The two Scientists decided that they would test how well the following cleaning agents cleaned a white t-shirt (my white t-shirt actually) after it got dirty:

  • Plain Water
  • Soap and Water
  • Milk
  • Almond Milk

While working with them we experimented on how to make the process as scientific as possible. Our first attempt was to just take a picture of the Clean shirt, cut the shirt up and get it dirty. Then we’d try each cleaning agent to see how it went.

It did not go well. It was immediately apparent that there would be no way to test the various cleaning methods efficacy.

No problem. In our second trial we decided to approach it more scientifically.

We would draw 12 equally sized squares on the shirt and take a picture:

Clean Shirt

We needed 12 squares because we had 4 cleaning methods and 3 trials that needed to be performed

4 Cleaning Methods X 3 Trials = 12 Samples

Next, the Scientists would get the shirt dirty. We then cut out the squares so that we could test cleaning the samples.

Here’s an outline of what the Scientists did to test their hypothesis:

  1. Take a picture of each piece BEFORE they get dirty
  2. Get each sample dirty
  3. Take a picture of each dirty sample
  4. Clean each sample
  5. Take a picture of each cleaned sample
  6. Repeat for each trial

For the ‘Clean Each Sample’ step they placed 1/3 of a cup of the cleaning solution into a small Tupperware tub that could be sealed and vigorously shook for 5 minutes. They had some tired arms at the end.

Once we had performed the experiment we our raw data:

Trial 1

Method Start Dirty Cleaned


Water Trial1_Start_Water Trial1_Dirty_Water Trial1_Clean_Water Soap And Water Trial1_Start_SoapAndWater Trial1_Dirty_SoapAndWater Trial1_Clean_SoapAndWater Milk Trial1_Start_Milk Trial1_Dirty_Milk Trial1_Clean_Milk Almond Milk Trial1_Start_Milk Trial1_Dirty_Milk Trial1_Clean_Milk


Trial 2

Method Start Dirty Cleaned


Water Trial2_Start_Water Trial2_Dirty_Water Trial2_Clean_Water Soap And Water Trial2_Start_SoapAndWater Trial2_Dirty_SoapAndWater Trial2_Clean_SoapAndWater Milk Trial2_Start_Milk Trial2_Dirty_Milk Trial2_Clean_Milk Almond Milk Trial2_Start_AlmondMilk Trial2_Dirty_AlmondMilk Trial2_Clean_AlmondMilk


Trial 3

Method Start Dirty Cleaned


Water Trial3_Start_Water Trial3_Dirty_Water Trial3_Clean_Water Soap And Water Trial3_Start_SoapAndWater Trial3_Dirty_SoapAndWater Trial3_Clean_SoapAndWater Milk Trial3_Start_Milk Trial3_Dirty_Milk Trial3_Clean_Milk Almond Milk Trial3_Start_AlmondMilk Trial3_Dirty_AlmondMilk Trial3_Clean_AlmondMilk

This is great and all, but now what?
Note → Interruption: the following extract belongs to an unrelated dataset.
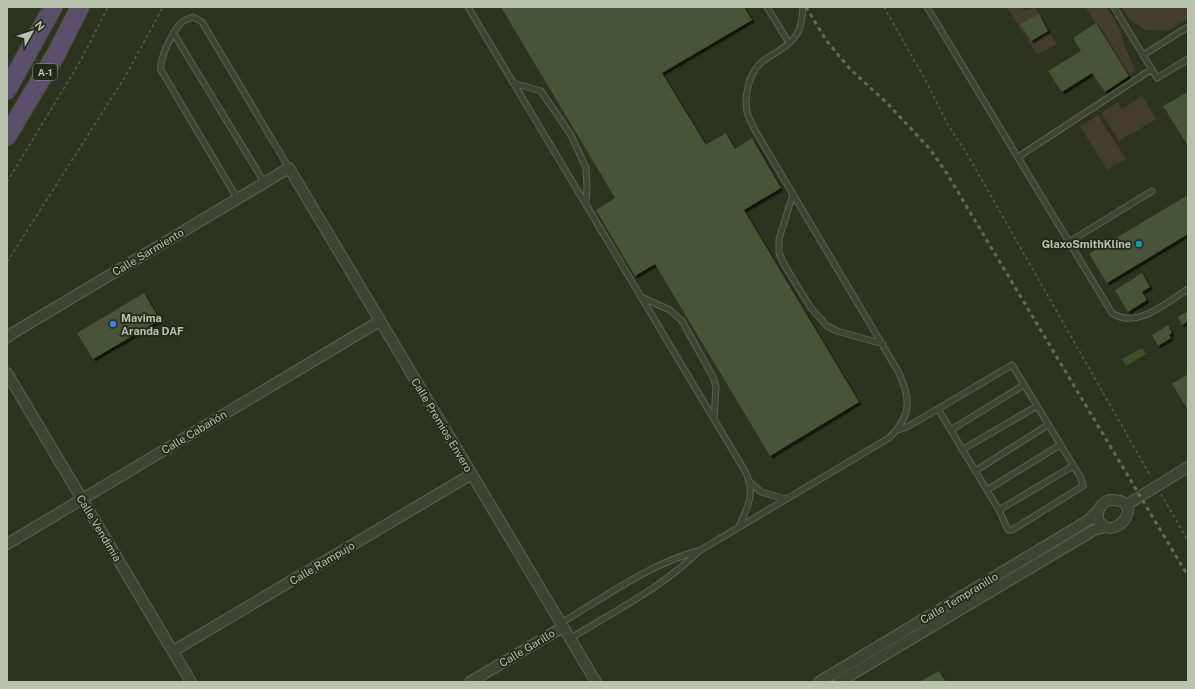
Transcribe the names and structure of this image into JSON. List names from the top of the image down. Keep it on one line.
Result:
{"streets":{"highway":["A-1"],"street":["Calle Sarmiento","Calle Premios Envero","Calle Cabañón","Calle Vendimia","Calle Rampujo","Calle Tempranillo","Calle Garillo"]},"crossings":[["Calle Sarmiento","Calle Premios Envero"],["Calle Premios Envero","Calle Cabañón"],["Calle Premios Envero","Calle Rampujo"],["Calle Premios Envero","Calle Garillo"],["Calle Cabañón","Calle Vendimia"],["Calle Vendimia","Calle Rampujo"]],"places":["GlaxoSmithKline","Mavima Aranda DAF"],"north":"top right"}
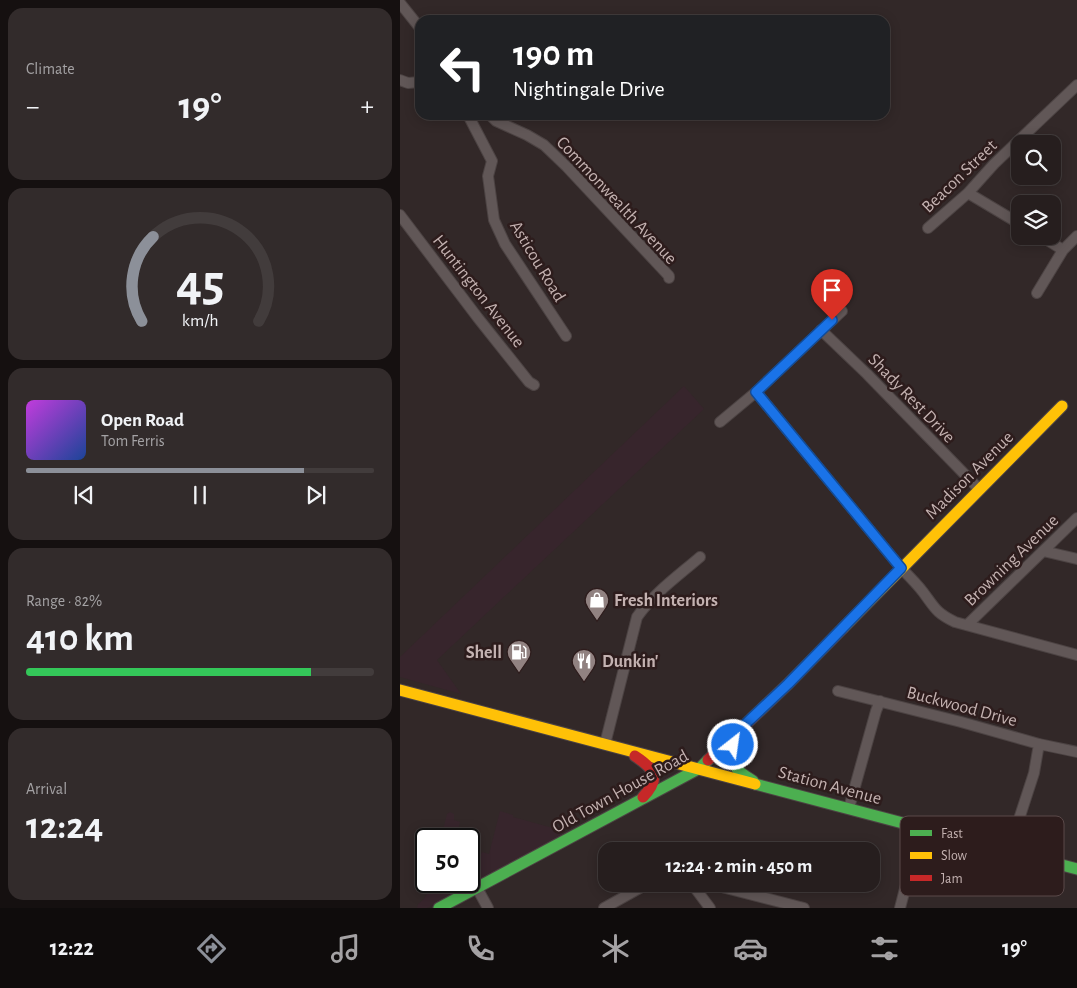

We can’t really use subjective measures to determine cleanliness and call it science!

My daughter and her friend aren’t coders, but I did explain to them that we needed a more scientific way to determine cleanliness. I suggested that we use python to examine the image and determine the brightness of the image.

We could then use some math to compare the brightness. 1

Now, onto the code!

OK, let’s import some libraries:

from PIL import Image, ImageStat
import math
import glob
import pandas as pd
import matplotlib.pyplot as plt

There are 2 functions to determine brightness that I found here. They were super useful for this project. As an aside, I love StackOverflow!

#Convert image to greyscale, return average pixel brightness.
def brightness01( im_file ):
   im = Image.open(im_file).convert('L')
   stat = ImageStat.Stat(im)
   return stat.mean[0]

#Convert image to greyscale, return RMS pixel brightness.
def brightness02( im_file ):
   im = Image.open(im_file).convert('L')
   stat = ImageStat.Stat(im)
   return stat.rms[0]

The next block of code takes the images and processes them to get the return the brightness levels (both of them) and return them to a DataFrame to be used to write to a csv file.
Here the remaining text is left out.